> WHAT YOU SHOULD DO:
Copy every line from the records below that carries the word "Bagel".

Records excerpted from a collection:
---------------
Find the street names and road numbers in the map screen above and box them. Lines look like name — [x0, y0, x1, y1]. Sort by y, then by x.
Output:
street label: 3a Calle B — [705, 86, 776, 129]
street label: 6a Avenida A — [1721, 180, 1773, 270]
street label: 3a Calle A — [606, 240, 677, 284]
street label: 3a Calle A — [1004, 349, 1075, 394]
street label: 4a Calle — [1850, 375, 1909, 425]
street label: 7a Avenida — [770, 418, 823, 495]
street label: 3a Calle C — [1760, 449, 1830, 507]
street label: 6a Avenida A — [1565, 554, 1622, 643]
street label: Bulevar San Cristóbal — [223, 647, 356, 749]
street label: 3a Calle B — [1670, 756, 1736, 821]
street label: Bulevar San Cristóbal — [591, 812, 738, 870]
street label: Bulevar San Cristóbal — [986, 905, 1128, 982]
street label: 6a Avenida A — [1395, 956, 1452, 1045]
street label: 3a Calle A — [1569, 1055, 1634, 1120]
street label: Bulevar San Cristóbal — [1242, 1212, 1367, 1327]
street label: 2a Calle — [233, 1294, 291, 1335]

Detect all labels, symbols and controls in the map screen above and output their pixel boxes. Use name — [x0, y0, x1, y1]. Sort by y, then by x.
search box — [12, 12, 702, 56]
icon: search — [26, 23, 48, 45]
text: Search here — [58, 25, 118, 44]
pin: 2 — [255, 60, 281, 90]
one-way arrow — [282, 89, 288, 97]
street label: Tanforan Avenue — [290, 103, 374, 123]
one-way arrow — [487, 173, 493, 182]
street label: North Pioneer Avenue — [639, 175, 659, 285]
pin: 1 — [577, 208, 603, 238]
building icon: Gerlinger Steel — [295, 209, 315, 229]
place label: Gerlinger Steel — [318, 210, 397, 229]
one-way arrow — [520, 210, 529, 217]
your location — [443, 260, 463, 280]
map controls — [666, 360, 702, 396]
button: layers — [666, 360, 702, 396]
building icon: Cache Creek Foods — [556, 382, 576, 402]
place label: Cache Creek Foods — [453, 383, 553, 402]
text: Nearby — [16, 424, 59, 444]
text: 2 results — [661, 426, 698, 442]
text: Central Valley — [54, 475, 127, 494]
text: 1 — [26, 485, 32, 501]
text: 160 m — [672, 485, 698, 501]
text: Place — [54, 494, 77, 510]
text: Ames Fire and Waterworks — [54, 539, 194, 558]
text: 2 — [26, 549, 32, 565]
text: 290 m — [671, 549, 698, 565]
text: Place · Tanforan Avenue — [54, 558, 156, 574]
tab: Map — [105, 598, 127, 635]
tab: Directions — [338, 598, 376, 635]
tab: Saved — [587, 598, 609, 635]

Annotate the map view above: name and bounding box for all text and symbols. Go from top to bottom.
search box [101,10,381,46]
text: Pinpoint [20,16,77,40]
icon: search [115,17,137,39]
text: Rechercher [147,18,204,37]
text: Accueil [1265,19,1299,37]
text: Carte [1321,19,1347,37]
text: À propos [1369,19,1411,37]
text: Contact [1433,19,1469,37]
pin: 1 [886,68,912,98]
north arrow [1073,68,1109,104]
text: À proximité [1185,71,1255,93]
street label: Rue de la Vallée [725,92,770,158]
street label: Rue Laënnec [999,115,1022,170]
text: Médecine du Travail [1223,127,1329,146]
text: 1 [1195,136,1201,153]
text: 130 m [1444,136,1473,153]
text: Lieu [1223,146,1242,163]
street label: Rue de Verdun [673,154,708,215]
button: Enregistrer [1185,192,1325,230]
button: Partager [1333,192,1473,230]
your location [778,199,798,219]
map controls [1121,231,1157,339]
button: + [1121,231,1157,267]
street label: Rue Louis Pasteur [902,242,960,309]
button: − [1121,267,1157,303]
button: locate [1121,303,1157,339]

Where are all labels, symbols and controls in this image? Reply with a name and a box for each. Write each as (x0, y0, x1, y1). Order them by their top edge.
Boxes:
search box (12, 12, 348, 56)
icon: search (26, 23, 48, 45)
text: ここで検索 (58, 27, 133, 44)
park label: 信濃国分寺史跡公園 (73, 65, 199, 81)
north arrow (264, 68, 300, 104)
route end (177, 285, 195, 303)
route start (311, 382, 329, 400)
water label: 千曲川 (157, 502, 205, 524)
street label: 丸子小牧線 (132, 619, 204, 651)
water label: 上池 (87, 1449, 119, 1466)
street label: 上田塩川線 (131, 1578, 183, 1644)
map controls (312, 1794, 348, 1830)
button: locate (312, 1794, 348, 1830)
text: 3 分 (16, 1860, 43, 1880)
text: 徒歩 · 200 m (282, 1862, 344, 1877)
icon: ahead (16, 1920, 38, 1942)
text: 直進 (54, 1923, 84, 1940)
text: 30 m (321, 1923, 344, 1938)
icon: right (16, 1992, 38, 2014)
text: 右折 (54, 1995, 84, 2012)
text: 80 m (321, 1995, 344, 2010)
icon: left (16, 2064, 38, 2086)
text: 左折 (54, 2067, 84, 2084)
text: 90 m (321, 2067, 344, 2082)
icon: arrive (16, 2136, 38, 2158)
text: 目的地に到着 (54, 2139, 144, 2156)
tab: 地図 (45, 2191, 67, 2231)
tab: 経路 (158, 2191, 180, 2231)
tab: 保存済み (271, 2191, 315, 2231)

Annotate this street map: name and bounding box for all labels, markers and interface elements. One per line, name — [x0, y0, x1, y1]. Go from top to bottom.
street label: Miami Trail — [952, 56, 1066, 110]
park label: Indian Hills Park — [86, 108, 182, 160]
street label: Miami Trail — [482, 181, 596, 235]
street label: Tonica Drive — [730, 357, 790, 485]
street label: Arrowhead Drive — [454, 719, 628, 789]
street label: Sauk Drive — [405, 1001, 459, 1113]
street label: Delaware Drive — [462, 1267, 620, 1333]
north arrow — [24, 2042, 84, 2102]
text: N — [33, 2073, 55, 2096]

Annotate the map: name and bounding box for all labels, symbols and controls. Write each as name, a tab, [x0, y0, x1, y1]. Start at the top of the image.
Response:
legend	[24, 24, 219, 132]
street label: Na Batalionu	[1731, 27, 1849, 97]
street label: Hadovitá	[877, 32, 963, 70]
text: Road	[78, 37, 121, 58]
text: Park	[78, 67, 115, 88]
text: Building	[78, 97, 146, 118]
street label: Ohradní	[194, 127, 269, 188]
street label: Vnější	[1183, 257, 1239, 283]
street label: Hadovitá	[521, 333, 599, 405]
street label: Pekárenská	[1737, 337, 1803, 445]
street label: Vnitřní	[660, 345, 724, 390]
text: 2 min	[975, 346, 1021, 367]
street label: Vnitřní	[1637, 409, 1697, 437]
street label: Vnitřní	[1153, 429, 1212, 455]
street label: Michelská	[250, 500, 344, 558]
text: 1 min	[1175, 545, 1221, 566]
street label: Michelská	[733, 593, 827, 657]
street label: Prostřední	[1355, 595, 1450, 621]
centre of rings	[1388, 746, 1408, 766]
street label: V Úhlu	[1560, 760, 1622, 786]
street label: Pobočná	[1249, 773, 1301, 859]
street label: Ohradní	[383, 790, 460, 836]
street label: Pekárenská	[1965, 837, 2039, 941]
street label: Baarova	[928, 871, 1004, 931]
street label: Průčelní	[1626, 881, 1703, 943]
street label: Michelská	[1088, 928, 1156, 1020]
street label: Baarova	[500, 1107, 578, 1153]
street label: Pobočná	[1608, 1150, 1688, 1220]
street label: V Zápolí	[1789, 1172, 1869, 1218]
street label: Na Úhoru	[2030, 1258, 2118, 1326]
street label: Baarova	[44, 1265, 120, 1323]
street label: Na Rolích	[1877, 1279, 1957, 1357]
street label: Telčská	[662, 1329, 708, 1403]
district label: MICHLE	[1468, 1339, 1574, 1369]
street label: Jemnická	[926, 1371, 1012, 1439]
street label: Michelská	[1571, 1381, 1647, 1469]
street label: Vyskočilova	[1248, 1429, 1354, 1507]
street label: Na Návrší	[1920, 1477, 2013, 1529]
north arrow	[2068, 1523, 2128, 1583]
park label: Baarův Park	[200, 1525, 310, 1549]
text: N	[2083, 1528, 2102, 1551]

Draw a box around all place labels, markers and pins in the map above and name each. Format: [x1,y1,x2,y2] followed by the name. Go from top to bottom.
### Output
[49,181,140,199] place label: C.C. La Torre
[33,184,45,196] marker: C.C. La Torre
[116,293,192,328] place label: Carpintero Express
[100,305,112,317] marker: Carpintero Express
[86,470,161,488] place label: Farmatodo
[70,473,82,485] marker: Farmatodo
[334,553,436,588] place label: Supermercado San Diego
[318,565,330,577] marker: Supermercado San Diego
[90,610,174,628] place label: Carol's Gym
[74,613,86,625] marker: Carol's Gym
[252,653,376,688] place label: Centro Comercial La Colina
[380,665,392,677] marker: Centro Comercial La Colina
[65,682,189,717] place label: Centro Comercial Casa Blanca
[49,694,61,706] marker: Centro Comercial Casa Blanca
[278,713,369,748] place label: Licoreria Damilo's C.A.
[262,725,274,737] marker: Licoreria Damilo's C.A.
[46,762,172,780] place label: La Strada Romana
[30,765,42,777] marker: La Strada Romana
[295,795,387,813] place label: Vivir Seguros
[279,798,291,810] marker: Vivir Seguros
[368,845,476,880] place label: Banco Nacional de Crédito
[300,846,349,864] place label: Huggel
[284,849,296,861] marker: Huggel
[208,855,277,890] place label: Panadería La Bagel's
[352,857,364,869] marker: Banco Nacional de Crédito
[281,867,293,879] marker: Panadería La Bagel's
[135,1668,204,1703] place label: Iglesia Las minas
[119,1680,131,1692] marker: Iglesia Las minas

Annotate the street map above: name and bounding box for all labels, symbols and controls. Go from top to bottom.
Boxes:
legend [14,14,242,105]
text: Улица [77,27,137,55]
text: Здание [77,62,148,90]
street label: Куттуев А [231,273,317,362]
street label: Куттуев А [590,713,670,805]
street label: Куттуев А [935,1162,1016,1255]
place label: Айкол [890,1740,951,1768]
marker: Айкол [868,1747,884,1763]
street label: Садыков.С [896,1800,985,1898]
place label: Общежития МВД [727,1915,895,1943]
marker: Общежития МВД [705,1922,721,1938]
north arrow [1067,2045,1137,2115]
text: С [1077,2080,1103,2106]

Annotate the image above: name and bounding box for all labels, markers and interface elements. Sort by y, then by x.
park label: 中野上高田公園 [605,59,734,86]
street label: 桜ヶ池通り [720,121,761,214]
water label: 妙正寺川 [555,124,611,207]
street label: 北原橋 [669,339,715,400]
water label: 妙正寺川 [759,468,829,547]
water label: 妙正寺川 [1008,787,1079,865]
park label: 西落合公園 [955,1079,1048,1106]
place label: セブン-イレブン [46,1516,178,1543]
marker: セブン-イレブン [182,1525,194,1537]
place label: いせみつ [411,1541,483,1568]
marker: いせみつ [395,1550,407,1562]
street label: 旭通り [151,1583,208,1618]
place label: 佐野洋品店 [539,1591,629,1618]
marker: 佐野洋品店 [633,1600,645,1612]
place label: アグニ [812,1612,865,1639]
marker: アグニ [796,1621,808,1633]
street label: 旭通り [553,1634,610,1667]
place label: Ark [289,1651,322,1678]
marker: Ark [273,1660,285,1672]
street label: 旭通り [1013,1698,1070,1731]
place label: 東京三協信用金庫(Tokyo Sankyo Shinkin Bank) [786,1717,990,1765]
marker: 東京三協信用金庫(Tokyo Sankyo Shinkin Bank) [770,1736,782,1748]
---------------
> RESPONSE AREA:
[208,855,277,890] place label: Panadería La Bagel's
[281,867,293,879] marker: Panadería La Bagel's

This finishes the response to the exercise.